Go over the data below and say how many lines hold the word "gradient". Only the number is needed.

Top of Data under study

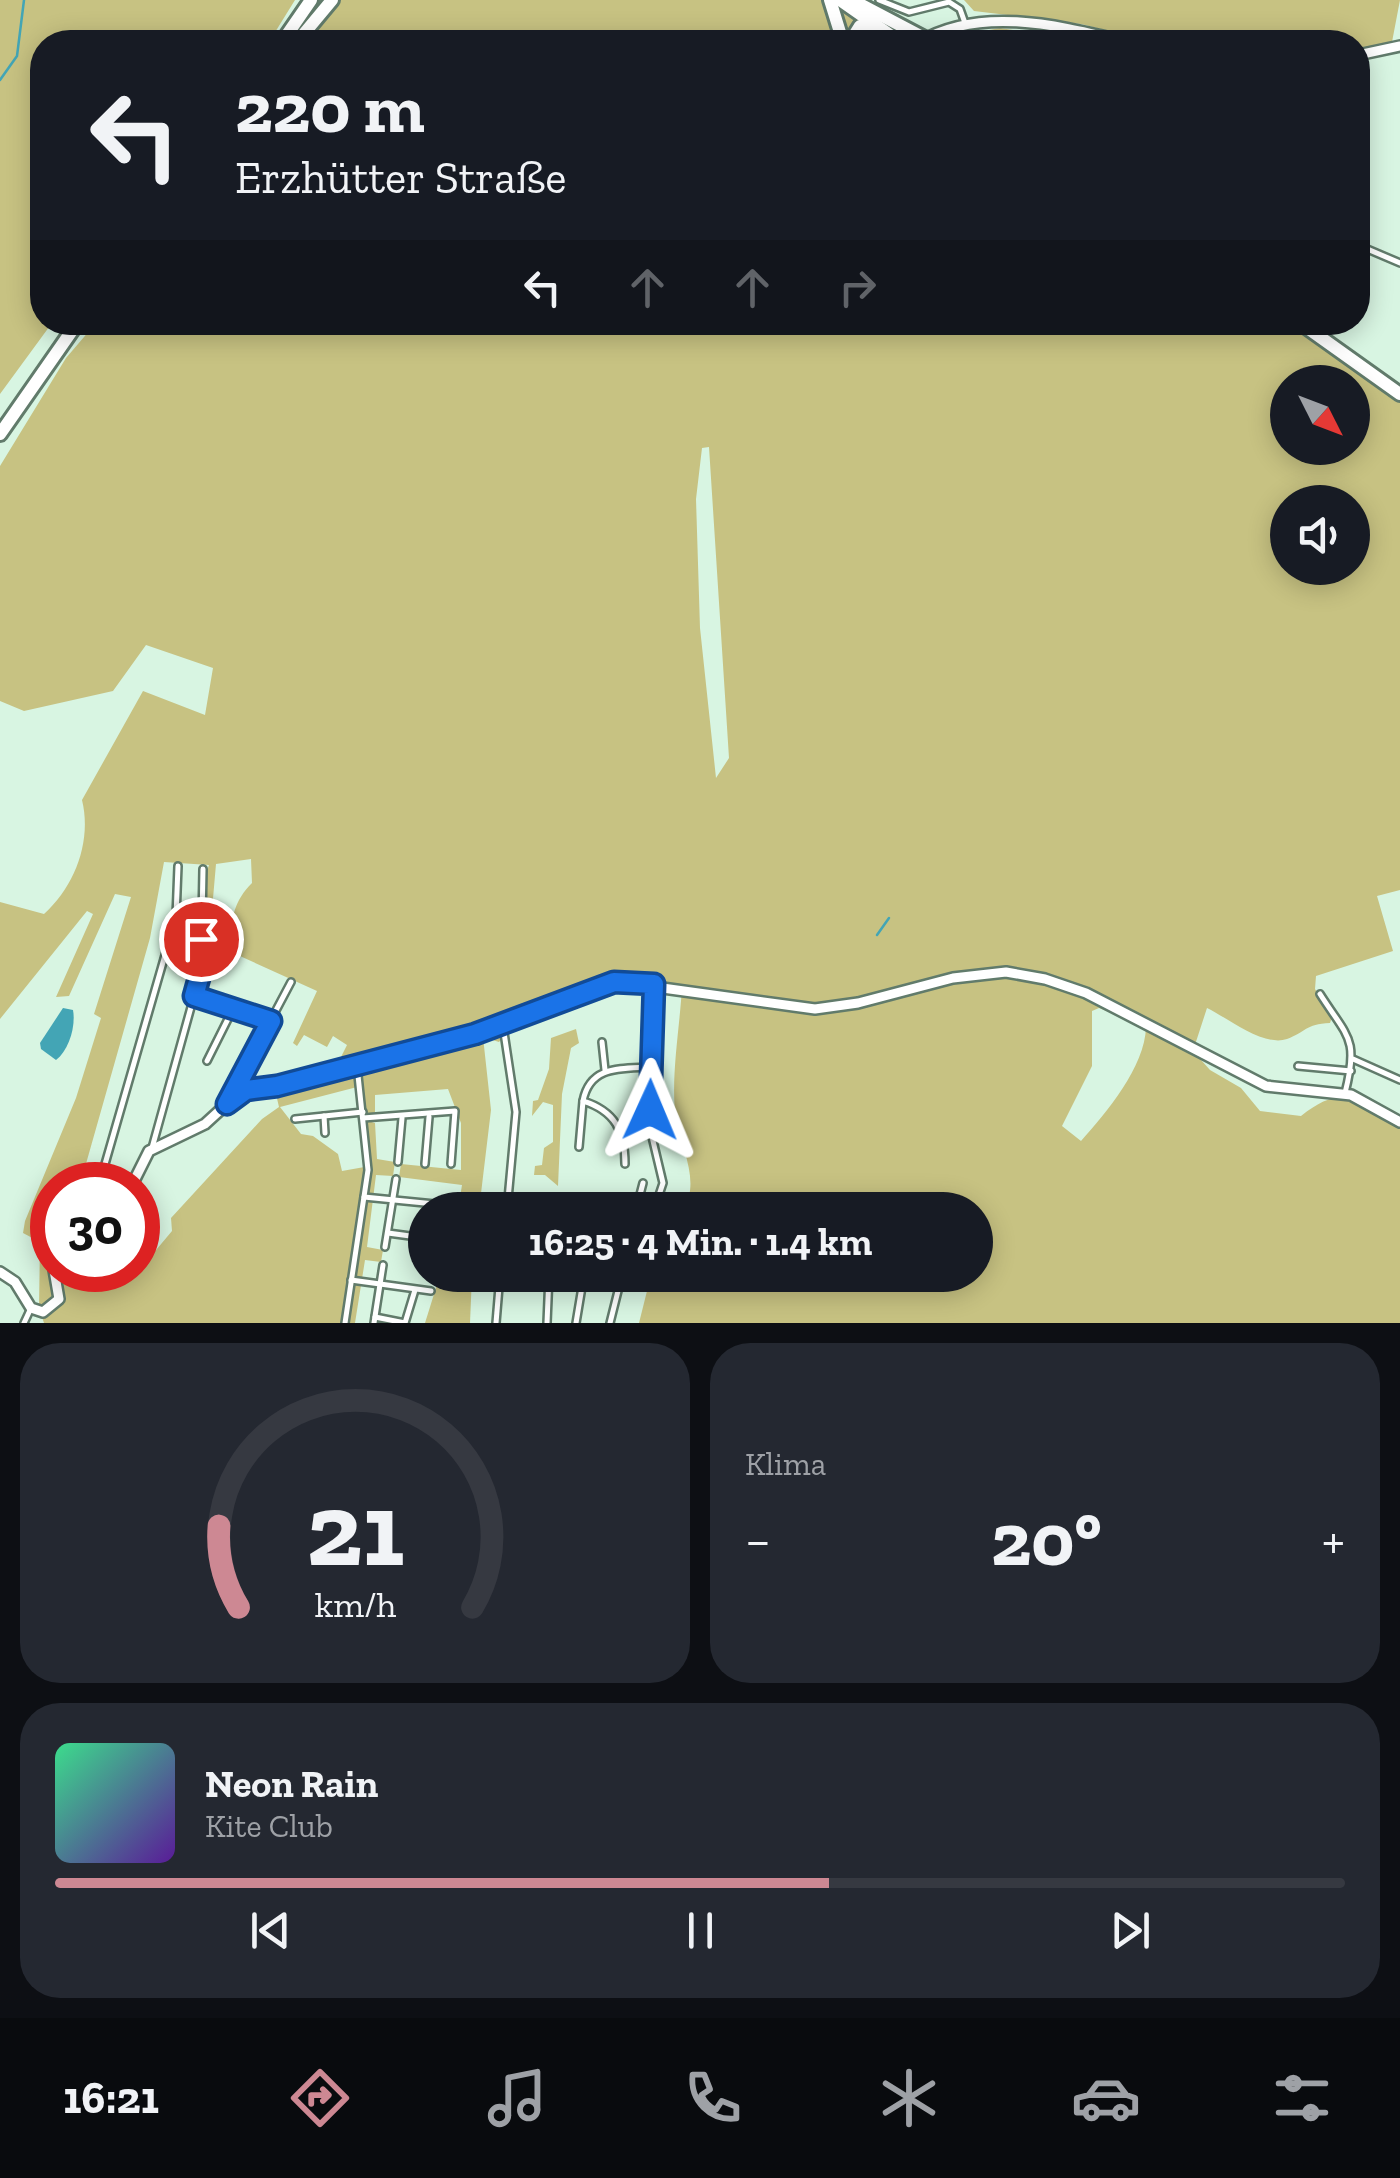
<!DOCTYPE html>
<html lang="de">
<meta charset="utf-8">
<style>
:root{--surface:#171b24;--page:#242831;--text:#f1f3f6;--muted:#9ea1a6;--line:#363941;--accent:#cd8893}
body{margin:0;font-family:"Zilla Slab",serif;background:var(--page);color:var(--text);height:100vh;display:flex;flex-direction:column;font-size:38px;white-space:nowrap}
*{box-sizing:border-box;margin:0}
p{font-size:32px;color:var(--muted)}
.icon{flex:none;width:55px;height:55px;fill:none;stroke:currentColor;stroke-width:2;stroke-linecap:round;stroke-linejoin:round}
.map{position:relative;height:1323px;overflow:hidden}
.drawer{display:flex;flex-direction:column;gap:20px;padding:20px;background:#0d0f14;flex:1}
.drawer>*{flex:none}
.banner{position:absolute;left:30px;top:30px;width:1340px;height:305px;border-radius:40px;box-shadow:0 5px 25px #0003;background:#171b24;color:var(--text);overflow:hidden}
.needle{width:65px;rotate:132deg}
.buttons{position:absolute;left:1270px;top:365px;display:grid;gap:20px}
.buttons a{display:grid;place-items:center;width:100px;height:100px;border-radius:50%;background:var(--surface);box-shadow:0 5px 25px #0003;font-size:50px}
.speed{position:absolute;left:30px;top:1162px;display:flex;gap:20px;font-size:50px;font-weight:700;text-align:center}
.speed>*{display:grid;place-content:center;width:130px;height:130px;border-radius:50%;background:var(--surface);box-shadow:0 5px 25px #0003;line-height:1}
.speed .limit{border:15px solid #d22;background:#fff;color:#111}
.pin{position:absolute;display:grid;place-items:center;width:85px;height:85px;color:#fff;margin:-42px;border:5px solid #fff;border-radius:50%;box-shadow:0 2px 10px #0007}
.me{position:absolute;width:110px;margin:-55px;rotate:1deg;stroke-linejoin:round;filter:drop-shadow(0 0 8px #0008)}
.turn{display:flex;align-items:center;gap:35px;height:210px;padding:0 40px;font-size:45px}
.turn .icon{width:130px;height:130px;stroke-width:2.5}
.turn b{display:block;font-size:70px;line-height:85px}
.lanes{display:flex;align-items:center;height:95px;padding:0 40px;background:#0003;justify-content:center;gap:50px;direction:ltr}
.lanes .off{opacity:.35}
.big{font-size:75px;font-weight:800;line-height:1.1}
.drawer .tile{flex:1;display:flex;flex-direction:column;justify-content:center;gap:15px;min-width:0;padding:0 35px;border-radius:40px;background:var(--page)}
.drawer .dial{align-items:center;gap:0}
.dial svg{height:260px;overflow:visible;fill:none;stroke:var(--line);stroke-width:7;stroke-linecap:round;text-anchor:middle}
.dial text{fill:var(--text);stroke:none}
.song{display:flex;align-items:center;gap:30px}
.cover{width:120px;height:120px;border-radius:15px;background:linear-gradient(135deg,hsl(150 70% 55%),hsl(270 70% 35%))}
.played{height:10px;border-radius:5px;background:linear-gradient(90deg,var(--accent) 60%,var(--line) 60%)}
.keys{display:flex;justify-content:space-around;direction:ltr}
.heat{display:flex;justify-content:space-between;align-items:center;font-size:55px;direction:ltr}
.drawer .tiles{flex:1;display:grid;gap:20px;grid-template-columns:1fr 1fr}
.tile:last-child{grid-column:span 2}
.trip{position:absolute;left:408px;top:1192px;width:585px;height:100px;border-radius:50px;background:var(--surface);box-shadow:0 5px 25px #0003;font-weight:800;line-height:100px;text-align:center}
.tab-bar{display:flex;height:160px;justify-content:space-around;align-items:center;background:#090b0e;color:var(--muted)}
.tab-bar .icon{width:70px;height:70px}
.tab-bar .current{color:var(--accent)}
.tab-bar b{font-size:45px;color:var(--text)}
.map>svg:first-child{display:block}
.green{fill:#c7c282;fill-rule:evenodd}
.water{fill:#43a5b5}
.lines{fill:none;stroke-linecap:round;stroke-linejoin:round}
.stream{stroke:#43a5b5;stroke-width:2.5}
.street-casing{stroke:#617b6b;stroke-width:10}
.secondary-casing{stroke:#617b6b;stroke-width:14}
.highway-casing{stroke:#617b6b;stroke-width:18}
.street{stroke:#fff;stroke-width:5}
.secondary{stroke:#fff;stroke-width:9}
.highway{stroke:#fff;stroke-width:12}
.route-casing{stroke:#114b97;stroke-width:25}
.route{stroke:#1a73e8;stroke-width:18}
</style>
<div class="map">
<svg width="1400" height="1323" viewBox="0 0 1400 1323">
<rect width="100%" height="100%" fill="#d8f5e2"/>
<g class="green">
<polygon points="0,0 295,0 269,42 42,42 42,322 52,323 0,394"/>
<polygon points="336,0 832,0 891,42 304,42"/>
<polygon points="964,0 1400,0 1392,42 1358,50 1358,42 1153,42 1081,24 974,11"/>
<polygon points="1000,28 1094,42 957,42 952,37"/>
<path d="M96,323H1292L1400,398V890L1377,896L1393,951L1316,976L1315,989L1332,1017L1330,1023C1305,1024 1306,1032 1287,1039C1263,1047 1228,1018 1207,1008L1193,1051L1210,1070L1241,1088L1260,1111L1301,1116C1345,1081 1358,1101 1400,1127V1323H639L651,1275H975V1210H684C700,1179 682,1151 676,1120C670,1078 680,1028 682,986L617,979L482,1024L483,1035L499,1031L503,1037L499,1042L483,1037L491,1110L479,1210H458L462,1185L399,1177L401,1164L461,1170V1123L448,1089L375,1095V1112L368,1116L361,1086L280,1107L301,1134L313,1136L338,1154L342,1171L370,1166L365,1120L375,1123L377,1159L395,1162L393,1176L376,1175L367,1247L383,1250L381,1262L365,1260L355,1323H44L39,1308L40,1242L23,1233L25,1221L76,1098L101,1018L94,1014L131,897L115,894L69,996L56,997L93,914L87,911L0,1019V902L44,914C75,886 92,841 82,800L143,691L205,715L213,668L146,645L113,691L24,711L0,701V466L66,358ZM1288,382H1352V448H1288ZM709,447L729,758L716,778L700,628L696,499L702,448ZM1288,502H1352V568H1288ZM251,859L252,883C232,903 230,923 231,952L317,991L293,1043L297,1046L304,1035L327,1047L333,1036L347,1045L332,1075L275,1090L279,1107L262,1119L171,1218L172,1231L146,1262L138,1255V1270H52V1185H80L150,938L164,862L209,865L202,886H206L207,910H212L216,864ZM1099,1008L1146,1027C1145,1067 1106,1113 1081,1141L1062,1126L1092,1066V1011Z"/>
<polygon points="576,1029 579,1043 571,1048 562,1094 558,1186 545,1175 534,1175 535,1166 542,1165 544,1148 553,1142 553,1105 543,1102 532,1116 533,1101 538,1100 549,1069 551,1038"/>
<polygon points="440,1275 472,1275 470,1323 425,1323"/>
</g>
<path class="water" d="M63,1008L73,1010C76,1026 69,1050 56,1060L41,1049L40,1043Z"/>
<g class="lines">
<g class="stream">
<polyline points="0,80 17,56 24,0"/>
<polyline points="877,935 889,918"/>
</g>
<g class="street-casing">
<g id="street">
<polyline points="879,0 909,12 949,2 960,9 965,23"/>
<polyline points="1358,245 1400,263"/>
<polyline points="172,932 201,939"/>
<polyline points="653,987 649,1124 663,1183 654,1210"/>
<path d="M1320,994C1348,1038 1359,1038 1345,1093"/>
<polyline points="194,996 271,1021"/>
<polyline points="503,1026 516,1112 507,1210"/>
<polyline points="602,1042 605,1070"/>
<polyline points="1353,1059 1400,1080"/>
<polyline points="207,1061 233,1009"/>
<polyline points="1298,1066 1351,1071"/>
<polyline points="227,1103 291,982"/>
<polyline points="324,1116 325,1133"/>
<polyline points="363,1118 455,1111 451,1164"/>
<polyline points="295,1119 363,1112"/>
<polyline points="579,1147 583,1101"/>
<polyline points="152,1148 201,971 203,869"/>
<polyline points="398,1162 402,1118"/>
<polyline points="425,1164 429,1117"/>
<path d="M625,1164C625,1131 615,1111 583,1101C590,1065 621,1069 651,1067"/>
<polyline points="99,1185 176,917 178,866"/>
<polyline points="364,1197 455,1206"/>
<polyline points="551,1210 553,1202"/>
<polyline points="592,1210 597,1201"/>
<polyline points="636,1210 643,1183"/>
<polyline points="388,1233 425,1238"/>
<polyline points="385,1247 396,1179"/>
<polyline points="351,1280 431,1291"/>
<polyline points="375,1317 405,1323 415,1290"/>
<polyline points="24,1323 31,1308"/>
<polyline points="345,1323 368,1170 357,1066"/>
<polyline points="374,1323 383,1265"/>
<polyline points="496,1323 500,1275"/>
<polyline points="547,1323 549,1275"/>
<polyline points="576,1323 584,1275"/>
<polyline points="610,1323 622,1275"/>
</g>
</g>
<g class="secondary-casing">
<g id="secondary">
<path d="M919,42C982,5 1060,26 1128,42"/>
<polyline points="1358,55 1400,46"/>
<polyline points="132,1185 149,1151 205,1124 240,1092 277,1087 475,1035 619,982 815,1009 858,1003 953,978 1006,972 1045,979 1086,993 1266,1086 1351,1095 1400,1122"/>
<polyline points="0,1272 15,1282 31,1308 43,1312 59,1299 54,1270"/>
</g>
</g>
<g class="highway-casing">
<g id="highway">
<polyline points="830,0 843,42"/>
<polyline points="840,0 900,42"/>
<polyline points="852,0 932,42"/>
<polyline points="282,42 311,0"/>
<polyline points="297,42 332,0"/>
<polyline points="850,42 860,26 877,27"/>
<polyline points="1299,322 1400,394"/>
<polyline points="0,434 78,322"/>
</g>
</g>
<use href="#street" class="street"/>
<use href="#secondary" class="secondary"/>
<use href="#highway" class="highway"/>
</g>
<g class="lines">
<g class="route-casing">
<polyline id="route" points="201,939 201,971 194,996 271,1021 227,1104 246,1090 277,1086 475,1034 614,982 654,984 650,1110"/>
</g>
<use href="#route" class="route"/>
</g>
</svg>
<div class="buttons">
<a><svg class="needle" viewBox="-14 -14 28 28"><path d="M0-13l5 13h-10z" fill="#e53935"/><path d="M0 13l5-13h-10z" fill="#9ea1a6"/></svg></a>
<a><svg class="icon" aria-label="sound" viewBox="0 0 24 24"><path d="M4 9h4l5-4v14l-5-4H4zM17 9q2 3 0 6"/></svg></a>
</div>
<div class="speed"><div class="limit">30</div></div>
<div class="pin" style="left:201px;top:939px;background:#d93025"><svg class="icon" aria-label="arrive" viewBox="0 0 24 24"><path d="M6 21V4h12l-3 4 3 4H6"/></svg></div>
<svg class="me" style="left:650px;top:1110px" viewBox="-20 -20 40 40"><path d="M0-17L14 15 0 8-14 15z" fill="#1a73e8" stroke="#fff" stroke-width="4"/></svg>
<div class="trip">16:25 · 4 Min. · 1.4 km</div>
<div class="banner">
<div class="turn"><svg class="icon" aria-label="left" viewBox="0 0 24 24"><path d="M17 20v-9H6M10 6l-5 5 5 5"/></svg><div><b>220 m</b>Erzhütter Straße</div></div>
<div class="lanes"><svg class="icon" aria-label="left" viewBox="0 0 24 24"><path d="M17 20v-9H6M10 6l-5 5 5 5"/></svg><svg class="icon off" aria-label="ahead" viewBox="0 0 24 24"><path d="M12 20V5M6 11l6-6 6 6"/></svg><svg class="icon off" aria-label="ahead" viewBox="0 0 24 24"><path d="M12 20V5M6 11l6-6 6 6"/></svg><svg class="icon off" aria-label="right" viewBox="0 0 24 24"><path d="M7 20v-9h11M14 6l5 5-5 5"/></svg></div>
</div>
</div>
<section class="drawer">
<div class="tiles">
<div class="tile dial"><svg viewBox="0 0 100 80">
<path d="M14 69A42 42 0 1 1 86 69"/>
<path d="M14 69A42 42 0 0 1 8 44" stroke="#cd8893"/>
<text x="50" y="56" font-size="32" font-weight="700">21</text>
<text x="50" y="72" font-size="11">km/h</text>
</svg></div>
<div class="tile"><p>Klima</p>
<div class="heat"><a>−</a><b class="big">20°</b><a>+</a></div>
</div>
<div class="tile">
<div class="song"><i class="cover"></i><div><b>Neon Rain</b><p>Kite Club</p></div></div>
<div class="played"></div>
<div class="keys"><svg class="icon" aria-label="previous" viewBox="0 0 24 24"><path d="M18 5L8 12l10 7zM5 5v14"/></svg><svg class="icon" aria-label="pause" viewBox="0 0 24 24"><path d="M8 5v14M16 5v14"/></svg><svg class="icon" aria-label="next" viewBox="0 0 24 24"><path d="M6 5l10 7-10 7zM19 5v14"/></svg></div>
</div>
</div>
</section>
<nav class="tab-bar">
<b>16:21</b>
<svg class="icon current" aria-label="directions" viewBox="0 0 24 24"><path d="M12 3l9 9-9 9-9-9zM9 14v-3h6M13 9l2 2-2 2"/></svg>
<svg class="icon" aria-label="music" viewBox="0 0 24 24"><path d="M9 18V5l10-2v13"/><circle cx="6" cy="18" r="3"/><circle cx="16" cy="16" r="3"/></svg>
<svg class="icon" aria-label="phone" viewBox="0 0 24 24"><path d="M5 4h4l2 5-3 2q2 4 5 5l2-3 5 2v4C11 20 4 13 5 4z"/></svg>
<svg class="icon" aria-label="climate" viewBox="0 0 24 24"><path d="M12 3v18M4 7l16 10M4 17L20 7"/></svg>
<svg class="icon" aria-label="car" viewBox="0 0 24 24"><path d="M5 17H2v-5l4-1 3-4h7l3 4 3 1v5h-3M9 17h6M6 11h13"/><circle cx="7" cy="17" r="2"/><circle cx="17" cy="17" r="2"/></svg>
<svg class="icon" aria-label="filters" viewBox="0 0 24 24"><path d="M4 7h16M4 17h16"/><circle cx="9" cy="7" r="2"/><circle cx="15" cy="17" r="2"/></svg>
</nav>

Bottom of Data under study

• [Exercise result]:
2